Blogs > Liberty and Power > Questions on Mises V and VI: Two Questions on Fiat Money

Dec 12, 2006

Questions on Mises V and VI: Two Questions on Fiat Money




Monetary self-education continues below the fold.

When Ludwig von Mises wrote The Theory of Money and Credit, it was unclear to him whether any country had ever employed a purely fiat currency -- that is, a currency that was neither a commodity nor a promise to pay a commodity. The year was 1912; virtually all monies were then either actual commodities (ie, coins made of real gold or silver) -- or they were credit money (ie, a promise to pay real gold or silver). Fiat currency existed for small change alone, while the gold standard predominated for everything else.

Today, however, I am fairly certain that there are no commodity currencies left, and that no major currency even entails a promise to pay a commodity. Fiat money is ubiquitous.

Now gold money is good both as a generic exchange commodity, or just as gold, which may be employed in art or industry. Paper money is good only as money; it is useful for very little else. How did we go from the one to the other, and what holds a system of fiat money up without a commodity support?

This is a difficult question: If I had a promissory note from you, under which you were obligated to pay me a kilogram of gold, then I should treat that note with almost precisely the same care that I would treat a kilogram of gold itself. Provided I knew that you would hold to your word, the two would be equivalent, except, of course, that the note would be more portable, which can often add to its convenience.

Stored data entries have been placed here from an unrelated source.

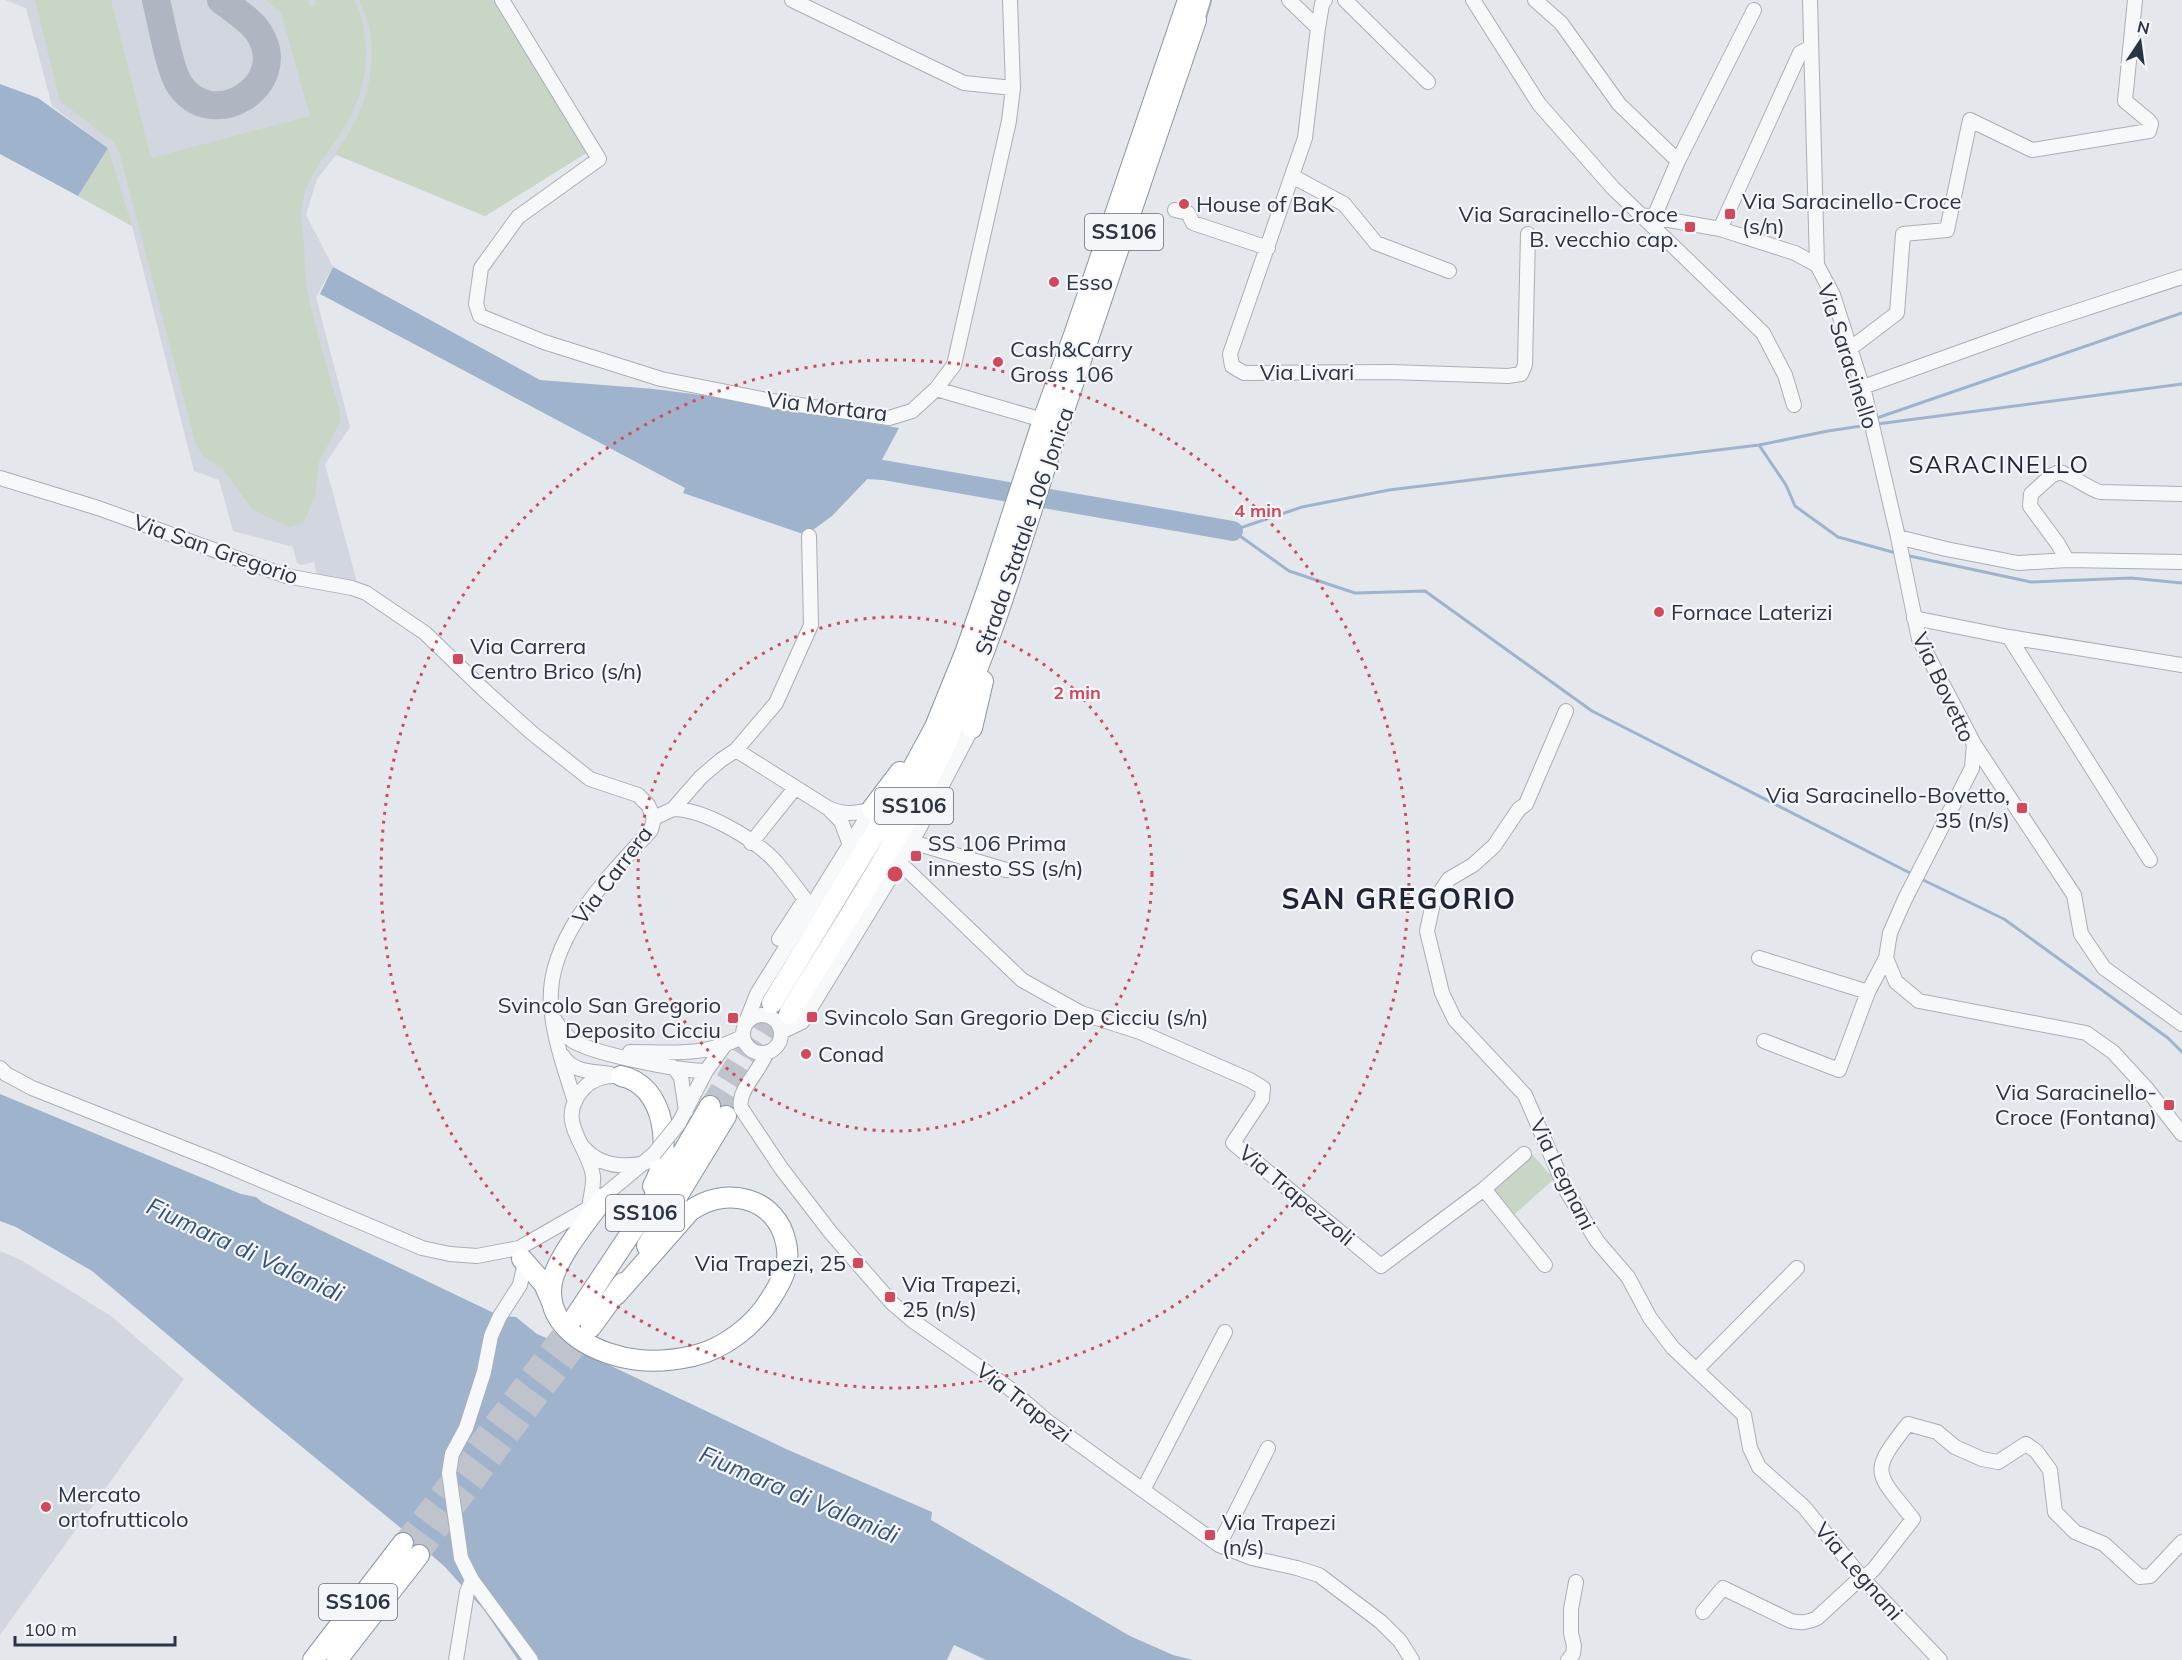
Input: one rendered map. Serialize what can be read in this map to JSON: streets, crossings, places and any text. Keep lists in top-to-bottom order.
{
  "streets": {
    "highway": ["SS106", "Strada Statale 106 Jonica"],
    "street": [
      "Via Saracinello",
      "Via Livari",
      "Via Mortara",
      "Via San Gregorio",
      "Via Bovetto",
      "Via Carrera",
      "Via Legnani",
      "Via Trapezzoli",
      "Via Trapezi"
    ]
  },
  "crossings": [
    ["Via Saracinello", "Via Bovetto"],
    ["Strada Statale 106 Jonica", "Via Trapezi"],
    ["Via San Gregorio", "Via Carrera"]
  ],
  "districts": ["SARACINELLO", "SAN GREGORIO"],
  "water": ["Fiumara di Valanidi"],
  "places": {
    "other": [
      "House of BaK",
      "Esso",
      "Cash&Carry Gross 106",
      "Fornace Laterizi",
      "Conad",
      "Mercato ortofrutticolo"
    ],
    "transit": [
      "Via Saracinello-Croce (s/n)",
      "Via Saracinello-Croce B. vecchio cap.",
      "Via Carrera Centro Brico (s/n)",
      "Via Saracinello-Bovetto, 35 (n/s)",
      "SS 106 Prima innesto SS (s/n)",
      "Svincolo San Gregorio Dep Cicciu (s/n)",
      "Svincolo San Gregorio Deposito Cicciu",
      "Via Saracinello- Croce (Fontana)",
      "Via Trapezi, 25",
      "Via Trapezi, 25 (n/s)",
      "Via Trapezi (n/s)"
    ]
  },
  "scale_bar": "100 m",
  "north": "top",
  "rings": ["4 min", "2 min"]
}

Yet if some court were to void the note, for example if it were found that you were not of a sound mental state when you issued it, then that note would be worthless to me. I might very well discard it, which I would never knowingly do to a kilogram of gold. Why do we not do the same to our paper money, when we know that it has ceased to be a promise of any commodity at all?

Using the scant data that he had, Mises answered the question of how a state might transition from commodity to fiat money by arguing that all monies must begin as commodities with an objective use value; without this value, there is no reason that anyone would come to use them as a commodity of exchange.

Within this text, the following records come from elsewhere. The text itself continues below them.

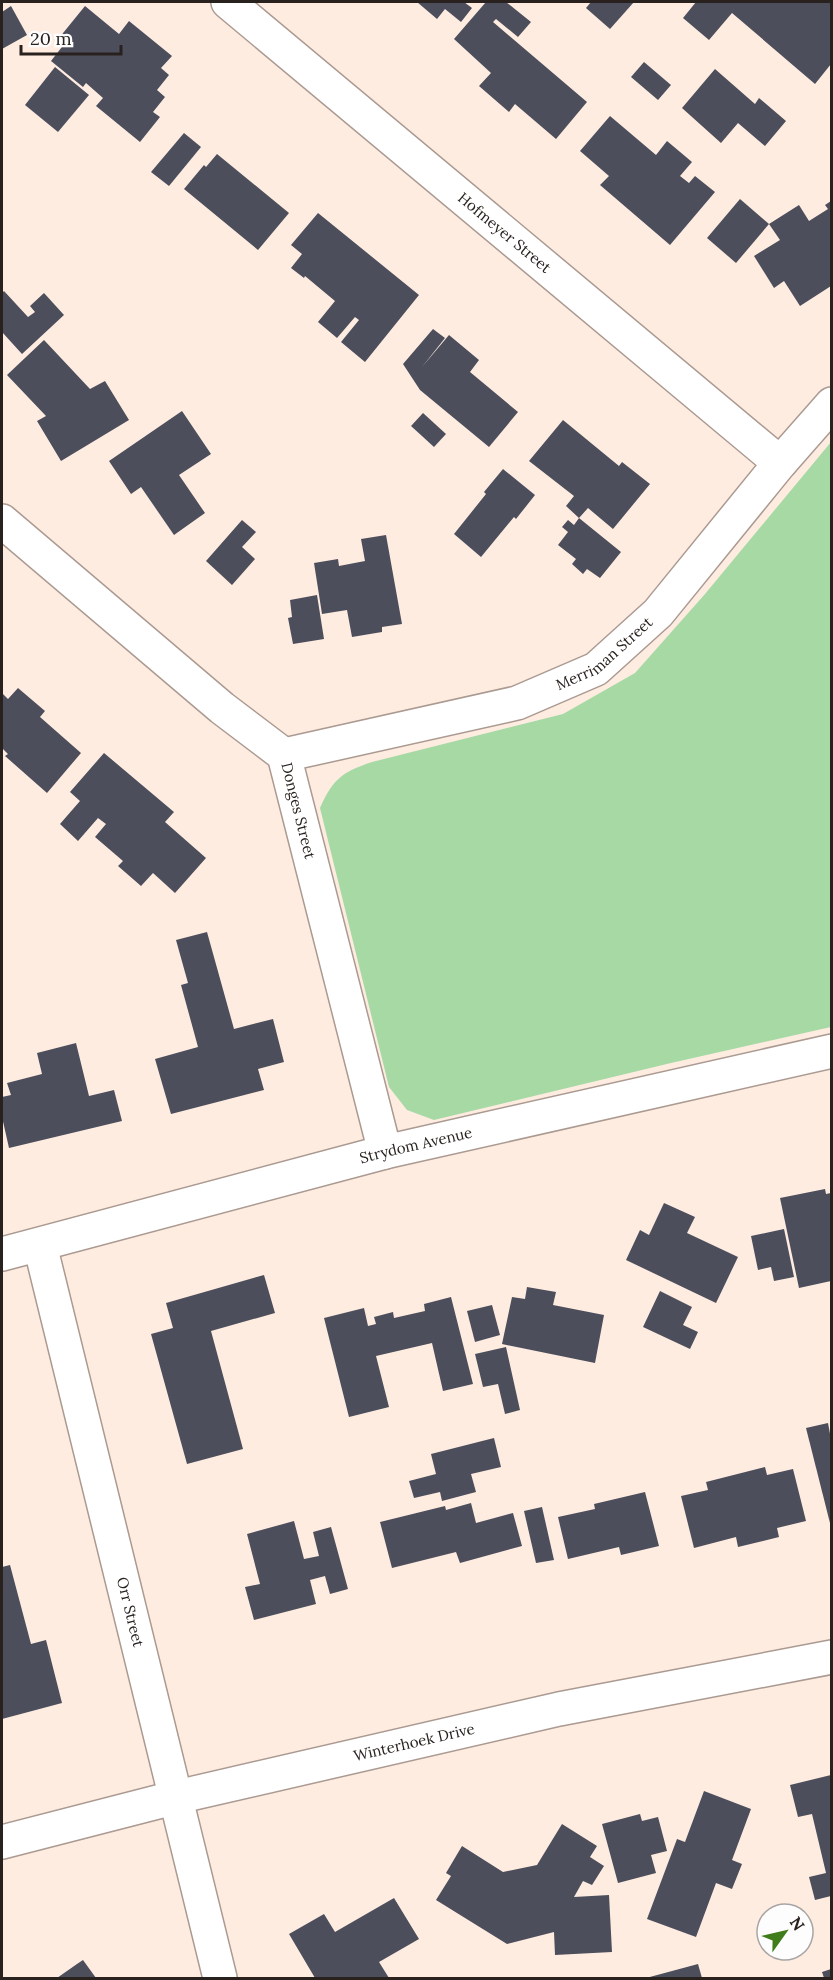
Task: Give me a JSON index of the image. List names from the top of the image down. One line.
{"streets":{"street":["Hofmeyer Street","Merriman Street","Donges Street","Strydom Avenue","Orr Street","Winterhoek Drive"]},"crossings":[["Hofmeyer Street","Merriman Street"],["Merriman Street","Donges Street"],["Donges Street","Strydom Avenue"],["Strydom Avenue","Orr Street"],["Orr Street","Winterhoek Drive"]],"scale_bar":"20 m","north":"top right"}
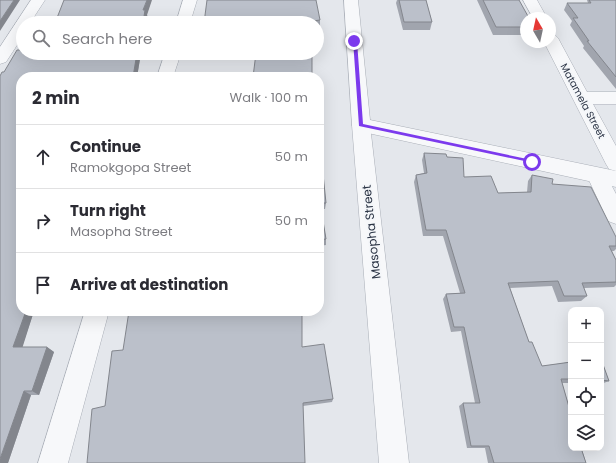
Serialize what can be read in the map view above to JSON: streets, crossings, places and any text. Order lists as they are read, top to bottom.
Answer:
{
  "streets": {
    "street": ["Matamela Street", "Masopha Street"]
  },
  "north": "top",
  "page": {
    "search": "Search here",
    "heading": ["2 min", "Walk · 100 m"],
    "list": [
      ["Continue", "Ramokgopa Street", "50 m"],
      ["Turn right", "Masopha Street", "50 m"],
      "Arrive at destination"
    ],
    "map_buttons": ["+", "−"]
  }
}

These monies may then proceed to become credit monies, as banks or governments issue promises to deliver a commodity which are printed on paper or on relatively valueless tokens which are then substituted for the commodity. Finally, at the end of the process, the promise to pay a commodity may be withdrawn, leaving a purely fiat money in the banks and pockets of the citizens.

But users of the money do not abandon it: The money retains its exchange value, even if its commodity value is nil.

At least in this volume, Mises seems to skip lightly over the question of what becomes of all of the gold that the state acquires in this transaction. Yet surely it must rank among the greatest of thefts ever perpetrated -- unless, that is, nearly all of the worth of gold resides in its exchange value, while almost none of it resides in its commodity value. This seems highly doubtful to me, as the price of gold is still quite dear. Was the commodity value of all the gold in the world's money supply stolen when the major nations abandoned the gold standard?

I am not sure, meanwhile, that exchange value makes any sense as an explanation for why fiat money is sufficient unto itself. Consider the following example:


"I'd like to buy this new car," I say.

"Certainly," answers the dealer."What can you pay me with?"

[Rummaging through pockets.]"Dryer lint! I'll pay you in dryer lint. And crumpled-up tissues!"

"You can't be serious," says the dealer.

"But I am," I answer."Don't you see that there's a value in just being able to trade stuff in the market, and that that this is what makes money so very valuable? Why, I'm doing you a favor by giving you this lint, because I am helping the economy to exchange goods and services."

"Sorry, I only take U.S. dollars," he answers.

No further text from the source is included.